> Exercise aim:
In the listing, find every line that has the string "body" and copy it.

Provided information Start Marker

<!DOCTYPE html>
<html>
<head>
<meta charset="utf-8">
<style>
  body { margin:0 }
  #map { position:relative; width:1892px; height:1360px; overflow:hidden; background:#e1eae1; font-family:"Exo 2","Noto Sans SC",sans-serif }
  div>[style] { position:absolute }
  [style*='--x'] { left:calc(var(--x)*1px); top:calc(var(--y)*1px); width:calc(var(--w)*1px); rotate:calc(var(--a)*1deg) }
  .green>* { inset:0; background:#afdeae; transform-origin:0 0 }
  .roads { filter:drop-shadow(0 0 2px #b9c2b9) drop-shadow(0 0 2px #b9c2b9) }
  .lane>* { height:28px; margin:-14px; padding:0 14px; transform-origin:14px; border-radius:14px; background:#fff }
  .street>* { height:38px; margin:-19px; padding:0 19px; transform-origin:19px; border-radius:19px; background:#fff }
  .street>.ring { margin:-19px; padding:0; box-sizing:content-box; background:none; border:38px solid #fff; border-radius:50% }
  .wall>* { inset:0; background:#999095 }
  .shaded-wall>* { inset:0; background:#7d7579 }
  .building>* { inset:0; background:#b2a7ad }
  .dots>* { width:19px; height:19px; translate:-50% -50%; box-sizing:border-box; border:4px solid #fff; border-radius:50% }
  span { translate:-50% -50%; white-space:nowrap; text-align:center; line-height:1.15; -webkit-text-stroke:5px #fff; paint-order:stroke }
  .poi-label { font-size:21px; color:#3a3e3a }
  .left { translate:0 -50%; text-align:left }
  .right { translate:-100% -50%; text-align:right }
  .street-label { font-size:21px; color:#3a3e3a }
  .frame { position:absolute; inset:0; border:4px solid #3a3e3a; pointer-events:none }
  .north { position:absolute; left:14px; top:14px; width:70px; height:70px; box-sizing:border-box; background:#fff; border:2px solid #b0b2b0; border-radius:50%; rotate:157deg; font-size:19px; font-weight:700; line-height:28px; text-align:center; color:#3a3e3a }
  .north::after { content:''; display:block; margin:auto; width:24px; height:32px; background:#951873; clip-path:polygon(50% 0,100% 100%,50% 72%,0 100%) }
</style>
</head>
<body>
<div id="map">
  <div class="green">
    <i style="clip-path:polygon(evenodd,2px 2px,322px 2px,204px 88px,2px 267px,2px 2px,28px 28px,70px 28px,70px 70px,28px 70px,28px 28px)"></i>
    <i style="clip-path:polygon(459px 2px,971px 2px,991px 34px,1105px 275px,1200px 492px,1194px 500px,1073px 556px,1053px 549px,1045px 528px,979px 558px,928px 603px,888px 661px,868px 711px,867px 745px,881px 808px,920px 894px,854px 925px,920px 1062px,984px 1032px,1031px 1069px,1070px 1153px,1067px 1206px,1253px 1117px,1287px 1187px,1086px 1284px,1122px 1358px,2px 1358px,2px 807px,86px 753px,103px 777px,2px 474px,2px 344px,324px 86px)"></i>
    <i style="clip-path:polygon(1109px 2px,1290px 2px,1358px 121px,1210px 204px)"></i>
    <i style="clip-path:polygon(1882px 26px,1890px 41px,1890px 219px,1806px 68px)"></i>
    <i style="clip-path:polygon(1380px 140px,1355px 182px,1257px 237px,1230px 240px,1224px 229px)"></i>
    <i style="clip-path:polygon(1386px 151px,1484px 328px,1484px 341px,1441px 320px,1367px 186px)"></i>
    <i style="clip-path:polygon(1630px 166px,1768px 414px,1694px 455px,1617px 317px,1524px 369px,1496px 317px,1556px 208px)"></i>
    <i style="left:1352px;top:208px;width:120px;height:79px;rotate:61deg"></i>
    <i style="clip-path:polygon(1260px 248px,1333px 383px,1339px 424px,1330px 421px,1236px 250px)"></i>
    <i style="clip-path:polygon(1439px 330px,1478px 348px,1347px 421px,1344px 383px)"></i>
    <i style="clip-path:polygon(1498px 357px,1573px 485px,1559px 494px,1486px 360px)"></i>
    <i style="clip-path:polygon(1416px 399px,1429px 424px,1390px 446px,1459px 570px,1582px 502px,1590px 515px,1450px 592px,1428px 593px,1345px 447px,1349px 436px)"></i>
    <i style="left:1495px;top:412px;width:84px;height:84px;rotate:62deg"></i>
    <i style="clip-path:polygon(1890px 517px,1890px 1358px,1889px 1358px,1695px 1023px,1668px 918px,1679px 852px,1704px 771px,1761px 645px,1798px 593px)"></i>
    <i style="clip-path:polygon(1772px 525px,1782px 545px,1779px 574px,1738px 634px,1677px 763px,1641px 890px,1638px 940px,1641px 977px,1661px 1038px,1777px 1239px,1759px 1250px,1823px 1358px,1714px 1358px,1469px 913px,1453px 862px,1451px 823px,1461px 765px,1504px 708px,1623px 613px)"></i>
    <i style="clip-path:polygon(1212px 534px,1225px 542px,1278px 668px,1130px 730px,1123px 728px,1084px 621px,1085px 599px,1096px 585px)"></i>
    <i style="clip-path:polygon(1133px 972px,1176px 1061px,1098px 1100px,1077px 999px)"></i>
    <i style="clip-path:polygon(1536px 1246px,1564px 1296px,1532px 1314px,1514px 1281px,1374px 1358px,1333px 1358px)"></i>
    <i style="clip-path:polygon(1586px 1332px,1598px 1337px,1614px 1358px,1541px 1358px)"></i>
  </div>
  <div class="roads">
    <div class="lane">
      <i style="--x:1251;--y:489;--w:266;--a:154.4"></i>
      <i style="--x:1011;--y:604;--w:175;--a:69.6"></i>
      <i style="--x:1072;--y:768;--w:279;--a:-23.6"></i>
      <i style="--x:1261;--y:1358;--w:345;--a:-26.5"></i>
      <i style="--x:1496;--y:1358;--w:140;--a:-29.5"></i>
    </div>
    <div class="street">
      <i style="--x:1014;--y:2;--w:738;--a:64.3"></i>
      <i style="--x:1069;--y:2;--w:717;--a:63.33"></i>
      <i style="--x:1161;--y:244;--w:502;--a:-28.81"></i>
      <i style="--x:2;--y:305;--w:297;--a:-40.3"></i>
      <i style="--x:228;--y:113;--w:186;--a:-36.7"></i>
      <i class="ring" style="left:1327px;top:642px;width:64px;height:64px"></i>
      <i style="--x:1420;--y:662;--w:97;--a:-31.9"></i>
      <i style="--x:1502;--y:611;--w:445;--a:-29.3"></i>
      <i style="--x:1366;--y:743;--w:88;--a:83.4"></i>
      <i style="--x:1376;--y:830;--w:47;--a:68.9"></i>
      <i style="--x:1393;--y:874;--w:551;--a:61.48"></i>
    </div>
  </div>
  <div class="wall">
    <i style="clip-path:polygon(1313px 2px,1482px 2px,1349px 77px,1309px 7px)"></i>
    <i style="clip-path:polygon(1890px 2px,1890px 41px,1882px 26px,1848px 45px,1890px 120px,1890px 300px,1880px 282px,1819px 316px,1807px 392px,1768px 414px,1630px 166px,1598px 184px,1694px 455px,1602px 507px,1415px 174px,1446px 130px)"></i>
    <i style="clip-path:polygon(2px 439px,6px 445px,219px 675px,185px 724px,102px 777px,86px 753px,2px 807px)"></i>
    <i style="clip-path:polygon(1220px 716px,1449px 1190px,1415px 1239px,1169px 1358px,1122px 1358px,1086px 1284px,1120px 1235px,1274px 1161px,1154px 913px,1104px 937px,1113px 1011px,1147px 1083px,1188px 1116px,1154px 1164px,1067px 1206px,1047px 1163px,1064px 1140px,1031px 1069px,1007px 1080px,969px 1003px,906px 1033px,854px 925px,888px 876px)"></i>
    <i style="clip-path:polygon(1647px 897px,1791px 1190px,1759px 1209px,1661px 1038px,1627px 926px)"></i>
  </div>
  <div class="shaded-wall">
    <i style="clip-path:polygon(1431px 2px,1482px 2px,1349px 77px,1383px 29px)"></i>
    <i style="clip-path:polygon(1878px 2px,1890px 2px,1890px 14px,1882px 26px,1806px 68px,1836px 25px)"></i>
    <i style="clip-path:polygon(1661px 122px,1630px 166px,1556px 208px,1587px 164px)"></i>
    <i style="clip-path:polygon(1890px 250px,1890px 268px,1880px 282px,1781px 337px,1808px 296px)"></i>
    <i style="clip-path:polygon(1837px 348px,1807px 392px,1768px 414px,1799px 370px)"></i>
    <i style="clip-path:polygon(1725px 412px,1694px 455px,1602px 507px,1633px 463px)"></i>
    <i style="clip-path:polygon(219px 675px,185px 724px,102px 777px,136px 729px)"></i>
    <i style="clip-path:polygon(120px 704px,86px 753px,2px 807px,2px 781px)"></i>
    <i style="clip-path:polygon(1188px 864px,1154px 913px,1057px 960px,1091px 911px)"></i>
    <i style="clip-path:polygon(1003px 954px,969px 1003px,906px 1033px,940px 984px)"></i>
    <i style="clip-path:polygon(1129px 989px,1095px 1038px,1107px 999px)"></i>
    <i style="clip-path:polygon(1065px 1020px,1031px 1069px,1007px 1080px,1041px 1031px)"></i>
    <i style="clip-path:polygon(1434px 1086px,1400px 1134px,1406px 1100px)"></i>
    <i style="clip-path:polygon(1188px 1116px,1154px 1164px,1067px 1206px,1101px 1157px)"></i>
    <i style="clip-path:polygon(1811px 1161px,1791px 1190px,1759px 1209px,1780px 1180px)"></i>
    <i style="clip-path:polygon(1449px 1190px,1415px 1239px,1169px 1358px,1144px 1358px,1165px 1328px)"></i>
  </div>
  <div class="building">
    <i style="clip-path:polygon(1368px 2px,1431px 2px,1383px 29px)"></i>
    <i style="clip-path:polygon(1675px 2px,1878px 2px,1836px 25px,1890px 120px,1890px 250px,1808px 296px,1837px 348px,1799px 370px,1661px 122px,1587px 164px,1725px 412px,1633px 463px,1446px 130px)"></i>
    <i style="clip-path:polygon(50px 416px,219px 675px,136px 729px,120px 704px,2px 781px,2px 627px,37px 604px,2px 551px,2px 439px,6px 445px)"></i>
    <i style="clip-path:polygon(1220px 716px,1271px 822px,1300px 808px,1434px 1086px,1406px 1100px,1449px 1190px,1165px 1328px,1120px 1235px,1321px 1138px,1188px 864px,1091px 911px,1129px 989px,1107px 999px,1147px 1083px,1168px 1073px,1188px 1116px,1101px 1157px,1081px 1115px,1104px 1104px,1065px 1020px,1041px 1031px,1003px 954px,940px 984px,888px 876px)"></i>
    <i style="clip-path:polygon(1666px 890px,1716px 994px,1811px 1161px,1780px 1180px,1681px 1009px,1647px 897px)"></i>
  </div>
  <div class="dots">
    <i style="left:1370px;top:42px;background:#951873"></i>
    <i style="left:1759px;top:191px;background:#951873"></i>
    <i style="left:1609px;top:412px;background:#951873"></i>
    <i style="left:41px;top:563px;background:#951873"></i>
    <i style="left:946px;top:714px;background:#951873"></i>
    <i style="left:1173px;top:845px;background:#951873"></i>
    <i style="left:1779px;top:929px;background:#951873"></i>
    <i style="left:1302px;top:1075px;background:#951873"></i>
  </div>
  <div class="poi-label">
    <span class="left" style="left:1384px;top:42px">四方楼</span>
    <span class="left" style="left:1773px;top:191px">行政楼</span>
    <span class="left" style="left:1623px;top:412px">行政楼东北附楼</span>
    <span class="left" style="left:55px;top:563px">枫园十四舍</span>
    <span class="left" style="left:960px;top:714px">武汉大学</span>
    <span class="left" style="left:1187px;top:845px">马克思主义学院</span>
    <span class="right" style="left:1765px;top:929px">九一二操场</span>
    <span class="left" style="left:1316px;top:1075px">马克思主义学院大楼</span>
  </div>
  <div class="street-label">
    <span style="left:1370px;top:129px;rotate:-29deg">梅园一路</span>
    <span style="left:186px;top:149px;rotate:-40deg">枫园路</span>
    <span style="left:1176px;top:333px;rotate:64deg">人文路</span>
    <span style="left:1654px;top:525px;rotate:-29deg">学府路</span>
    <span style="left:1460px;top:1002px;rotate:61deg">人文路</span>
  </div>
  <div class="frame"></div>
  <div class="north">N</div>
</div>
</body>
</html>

Provided information End Marker
Provided information Start Marker

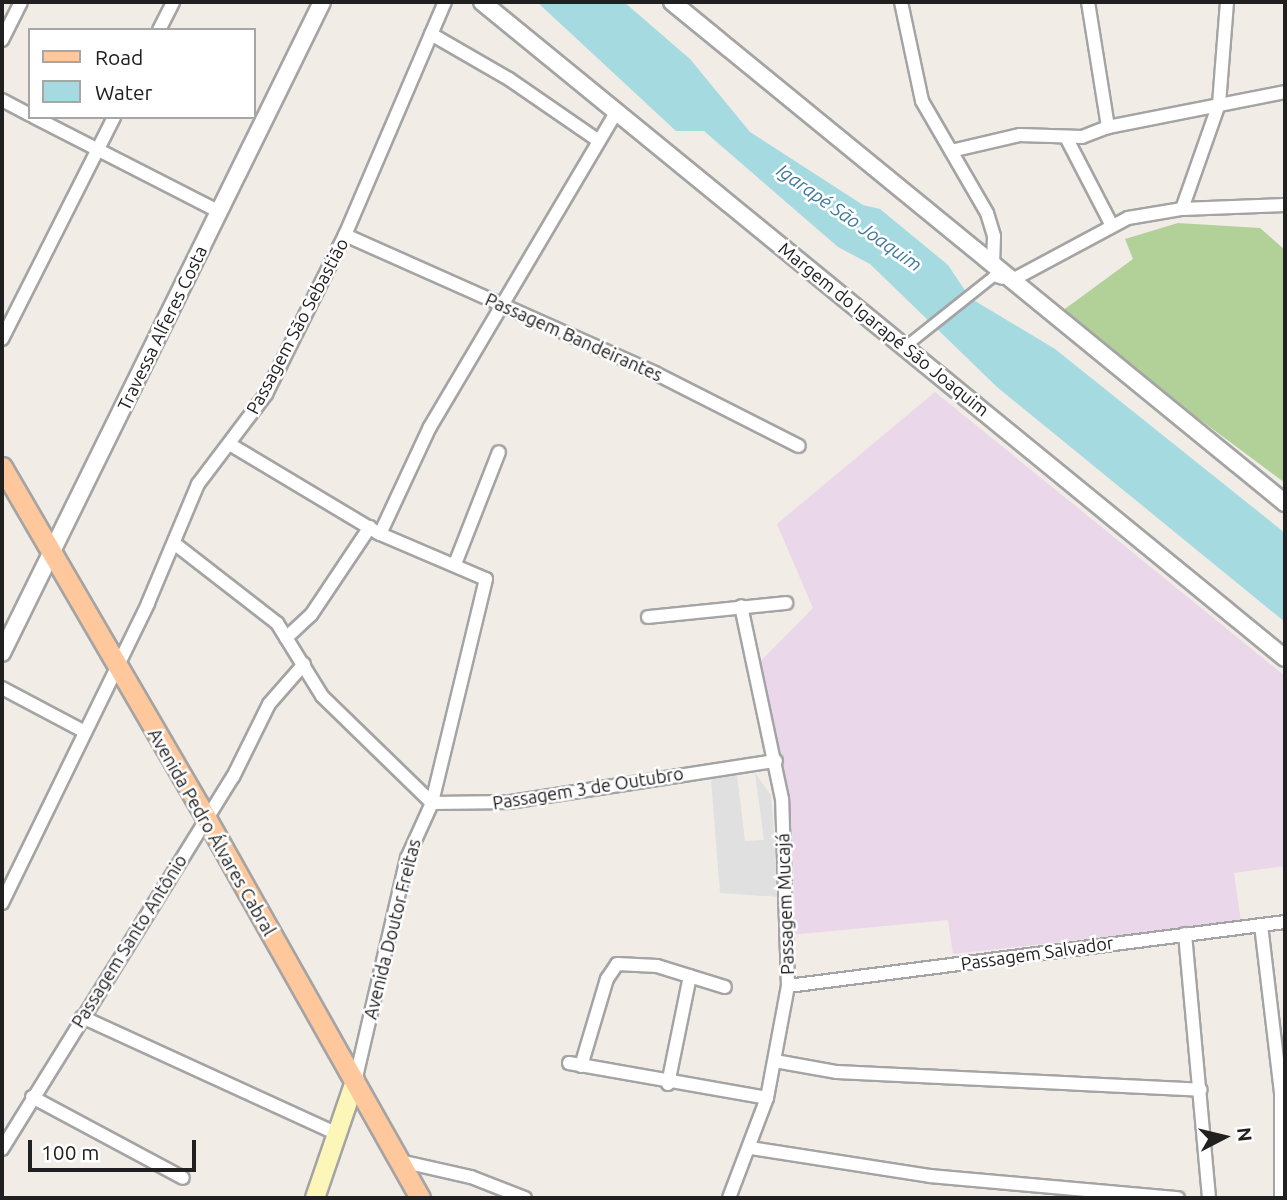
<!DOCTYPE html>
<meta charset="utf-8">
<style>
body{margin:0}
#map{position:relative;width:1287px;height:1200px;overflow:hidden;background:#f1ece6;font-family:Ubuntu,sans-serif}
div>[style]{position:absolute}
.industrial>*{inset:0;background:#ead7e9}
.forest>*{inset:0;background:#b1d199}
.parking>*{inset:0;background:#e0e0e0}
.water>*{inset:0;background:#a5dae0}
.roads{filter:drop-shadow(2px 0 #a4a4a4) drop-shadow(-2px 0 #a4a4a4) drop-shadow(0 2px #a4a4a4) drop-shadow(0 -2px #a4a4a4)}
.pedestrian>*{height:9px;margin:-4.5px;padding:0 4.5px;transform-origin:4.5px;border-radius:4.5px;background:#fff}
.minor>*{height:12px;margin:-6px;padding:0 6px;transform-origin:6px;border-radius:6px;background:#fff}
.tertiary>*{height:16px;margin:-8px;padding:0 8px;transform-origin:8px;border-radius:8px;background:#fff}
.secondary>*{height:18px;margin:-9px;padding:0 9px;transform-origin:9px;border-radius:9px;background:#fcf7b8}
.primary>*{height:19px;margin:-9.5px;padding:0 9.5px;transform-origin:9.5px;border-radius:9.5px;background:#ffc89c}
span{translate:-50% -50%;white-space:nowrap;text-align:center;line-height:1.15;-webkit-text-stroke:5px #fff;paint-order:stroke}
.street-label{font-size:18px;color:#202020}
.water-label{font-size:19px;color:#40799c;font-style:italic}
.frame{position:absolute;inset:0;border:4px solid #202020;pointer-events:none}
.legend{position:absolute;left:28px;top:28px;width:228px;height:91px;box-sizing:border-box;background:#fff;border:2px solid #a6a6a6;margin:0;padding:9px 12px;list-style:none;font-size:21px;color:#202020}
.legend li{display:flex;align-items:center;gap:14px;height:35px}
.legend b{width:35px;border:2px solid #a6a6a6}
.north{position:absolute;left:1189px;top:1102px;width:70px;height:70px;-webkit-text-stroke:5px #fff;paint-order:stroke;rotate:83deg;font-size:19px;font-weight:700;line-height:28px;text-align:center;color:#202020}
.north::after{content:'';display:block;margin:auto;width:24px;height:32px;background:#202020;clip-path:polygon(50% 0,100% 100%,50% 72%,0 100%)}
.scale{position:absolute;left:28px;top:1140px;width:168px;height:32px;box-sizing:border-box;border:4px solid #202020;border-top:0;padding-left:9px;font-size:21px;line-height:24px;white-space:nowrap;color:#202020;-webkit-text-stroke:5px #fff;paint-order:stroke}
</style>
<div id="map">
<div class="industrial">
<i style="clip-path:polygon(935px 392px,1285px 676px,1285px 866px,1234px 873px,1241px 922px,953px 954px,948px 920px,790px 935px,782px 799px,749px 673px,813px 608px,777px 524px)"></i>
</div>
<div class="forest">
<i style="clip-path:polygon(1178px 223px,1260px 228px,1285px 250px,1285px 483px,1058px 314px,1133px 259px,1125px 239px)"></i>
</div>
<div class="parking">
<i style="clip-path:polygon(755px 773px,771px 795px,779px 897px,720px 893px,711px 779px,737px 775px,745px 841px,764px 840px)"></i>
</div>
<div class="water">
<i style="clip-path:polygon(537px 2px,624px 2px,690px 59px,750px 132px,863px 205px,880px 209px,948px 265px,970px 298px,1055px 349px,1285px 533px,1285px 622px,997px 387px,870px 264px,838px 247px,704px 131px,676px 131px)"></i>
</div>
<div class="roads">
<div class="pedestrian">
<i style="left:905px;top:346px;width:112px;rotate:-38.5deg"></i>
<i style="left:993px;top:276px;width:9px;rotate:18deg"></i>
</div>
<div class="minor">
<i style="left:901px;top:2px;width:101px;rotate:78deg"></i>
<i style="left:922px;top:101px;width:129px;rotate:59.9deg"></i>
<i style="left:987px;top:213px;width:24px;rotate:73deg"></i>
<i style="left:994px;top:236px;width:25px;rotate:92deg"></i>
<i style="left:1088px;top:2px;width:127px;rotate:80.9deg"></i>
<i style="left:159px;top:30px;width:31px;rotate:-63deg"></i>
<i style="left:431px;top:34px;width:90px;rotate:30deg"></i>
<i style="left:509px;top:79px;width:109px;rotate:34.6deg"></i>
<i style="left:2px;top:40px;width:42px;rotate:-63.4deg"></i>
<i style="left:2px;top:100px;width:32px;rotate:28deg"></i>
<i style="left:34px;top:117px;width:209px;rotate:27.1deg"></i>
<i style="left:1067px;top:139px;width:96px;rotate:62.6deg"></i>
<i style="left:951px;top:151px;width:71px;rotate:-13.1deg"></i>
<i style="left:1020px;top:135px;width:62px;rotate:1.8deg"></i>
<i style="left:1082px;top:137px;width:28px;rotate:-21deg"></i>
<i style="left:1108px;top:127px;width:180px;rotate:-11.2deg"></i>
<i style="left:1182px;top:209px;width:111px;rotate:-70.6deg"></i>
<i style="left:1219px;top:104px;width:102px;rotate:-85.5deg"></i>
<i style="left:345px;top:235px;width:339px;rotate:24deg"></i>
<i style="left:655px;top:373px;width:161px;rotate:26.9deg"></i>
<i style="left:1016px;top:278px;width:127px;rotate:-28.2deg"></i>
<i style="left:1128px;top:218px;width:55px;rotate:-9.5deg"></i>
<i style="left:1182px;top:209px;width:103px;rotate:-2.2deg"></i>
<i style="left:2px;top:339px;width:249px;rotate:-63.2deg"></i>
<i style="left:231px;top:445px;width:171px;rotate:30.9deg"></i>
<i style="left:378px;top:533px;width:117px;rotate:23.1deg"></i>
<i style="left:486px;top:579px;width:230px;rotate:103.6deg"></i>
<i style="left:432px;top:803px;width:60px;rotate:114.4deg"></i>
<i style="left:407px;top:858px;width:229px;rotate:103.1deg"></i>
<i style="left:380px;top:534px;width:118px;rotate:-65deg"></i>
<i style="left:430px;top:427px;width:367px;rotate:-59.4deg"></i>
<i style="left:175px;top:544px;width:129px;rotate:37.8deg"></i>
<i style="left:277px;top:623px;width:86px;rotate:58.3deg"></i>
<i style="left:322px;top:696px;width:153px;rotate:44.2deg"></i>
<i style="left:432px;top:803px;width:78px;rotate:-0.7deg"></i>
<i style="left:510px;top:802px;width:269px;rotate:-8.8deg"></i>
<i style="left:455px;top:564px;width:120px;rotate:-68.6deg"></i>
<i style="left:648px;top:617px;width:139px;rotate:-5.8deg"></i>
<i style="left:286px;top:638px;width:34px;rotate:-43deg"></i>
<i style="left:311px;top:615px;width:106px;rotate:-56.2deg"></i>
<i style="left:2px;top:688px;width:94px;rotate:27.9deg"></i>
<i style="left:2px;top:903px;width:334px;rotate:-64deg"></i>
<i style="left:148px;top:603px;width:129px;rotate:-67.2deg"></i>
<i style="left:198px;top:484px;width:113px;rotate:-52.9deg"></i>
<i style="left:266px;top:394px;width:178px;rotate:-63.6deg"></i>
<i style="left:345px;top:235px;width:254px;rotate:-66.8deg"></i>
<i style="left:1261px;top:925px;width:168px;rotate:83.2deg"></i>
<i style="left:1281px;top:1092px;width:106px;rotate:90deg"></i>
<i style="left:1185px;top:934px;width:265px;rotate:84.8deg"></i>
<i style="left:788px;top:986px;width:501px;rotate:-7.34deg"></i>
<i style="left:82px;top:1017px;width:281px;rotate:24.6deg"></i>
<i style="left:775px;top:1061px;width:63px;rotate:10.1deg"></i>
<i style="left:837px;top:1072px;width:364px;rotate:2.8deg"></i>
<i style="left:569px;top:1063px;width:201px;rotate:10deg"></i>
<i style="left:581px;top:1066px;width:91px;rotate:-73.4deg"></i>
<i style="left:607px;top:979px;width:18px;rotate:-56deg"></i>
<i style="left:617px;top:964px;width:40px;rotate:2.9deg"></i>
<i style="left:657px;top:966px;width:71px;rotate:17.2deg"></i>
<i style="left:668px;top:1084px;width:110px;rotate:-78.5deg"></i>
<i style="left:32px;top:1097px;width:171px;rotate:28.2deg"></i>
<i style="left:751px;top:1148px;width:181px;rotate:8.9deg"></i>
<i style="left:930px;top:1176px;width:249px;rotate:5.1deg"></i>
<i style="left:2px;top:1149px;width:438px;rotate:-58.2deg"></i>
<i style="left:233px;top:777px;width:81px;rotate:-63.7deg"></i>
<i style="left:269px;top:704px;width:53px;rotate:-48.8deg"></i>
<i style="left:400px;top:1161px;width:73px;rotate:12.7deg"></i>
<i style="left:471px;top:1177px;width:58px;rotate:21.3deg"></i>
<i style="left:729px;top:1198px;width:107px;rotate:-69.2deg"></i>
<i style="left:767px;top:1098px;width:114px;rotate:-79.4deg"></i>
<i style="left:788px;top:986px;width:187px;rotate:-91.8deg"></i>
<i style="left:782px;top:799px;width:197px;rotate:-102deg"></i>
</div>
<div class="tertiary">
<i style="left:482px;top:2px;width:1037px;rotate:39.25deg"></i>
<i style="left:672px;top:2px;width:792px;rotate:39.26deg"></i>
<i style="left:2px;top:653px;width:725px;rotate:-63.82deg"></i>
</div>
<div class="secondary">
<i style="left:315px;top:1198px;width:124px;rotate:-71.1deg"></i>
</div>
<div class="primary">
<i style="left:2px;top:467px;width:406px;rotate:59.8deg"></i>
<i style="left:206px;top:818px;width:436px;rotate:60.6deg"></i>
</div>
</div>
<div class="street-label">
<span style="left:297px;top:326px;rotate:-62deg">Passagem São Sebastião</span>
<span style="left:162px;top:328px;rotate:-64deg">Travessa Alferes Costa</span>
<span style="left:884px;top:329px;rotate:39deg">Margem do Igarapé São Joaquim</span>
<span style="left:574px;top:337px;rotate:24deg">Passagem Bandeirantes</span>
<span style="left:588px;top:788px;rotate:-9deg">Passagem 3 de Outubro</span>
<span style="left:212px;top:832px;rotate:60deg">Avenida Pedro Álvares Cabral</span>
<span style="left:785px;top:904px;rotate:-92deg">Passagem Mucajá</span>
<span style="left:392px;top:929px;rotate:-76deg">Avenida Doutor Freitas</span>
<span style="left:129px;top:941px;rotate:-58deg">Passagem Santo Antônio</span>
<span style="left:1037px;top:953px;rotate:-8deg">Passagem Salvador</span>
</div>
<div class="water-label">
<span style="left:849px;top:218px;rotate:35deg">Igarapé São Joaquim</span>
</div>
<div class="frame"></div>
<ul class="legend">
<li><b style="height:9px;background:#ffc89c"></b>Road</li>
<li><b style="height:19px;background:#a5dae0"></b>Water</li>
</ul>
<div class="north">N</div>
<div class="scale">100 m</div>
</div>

Provided information End Marker

> Exercise answer:
  body { margin:0 }
<body>
</body>
body{margin:0}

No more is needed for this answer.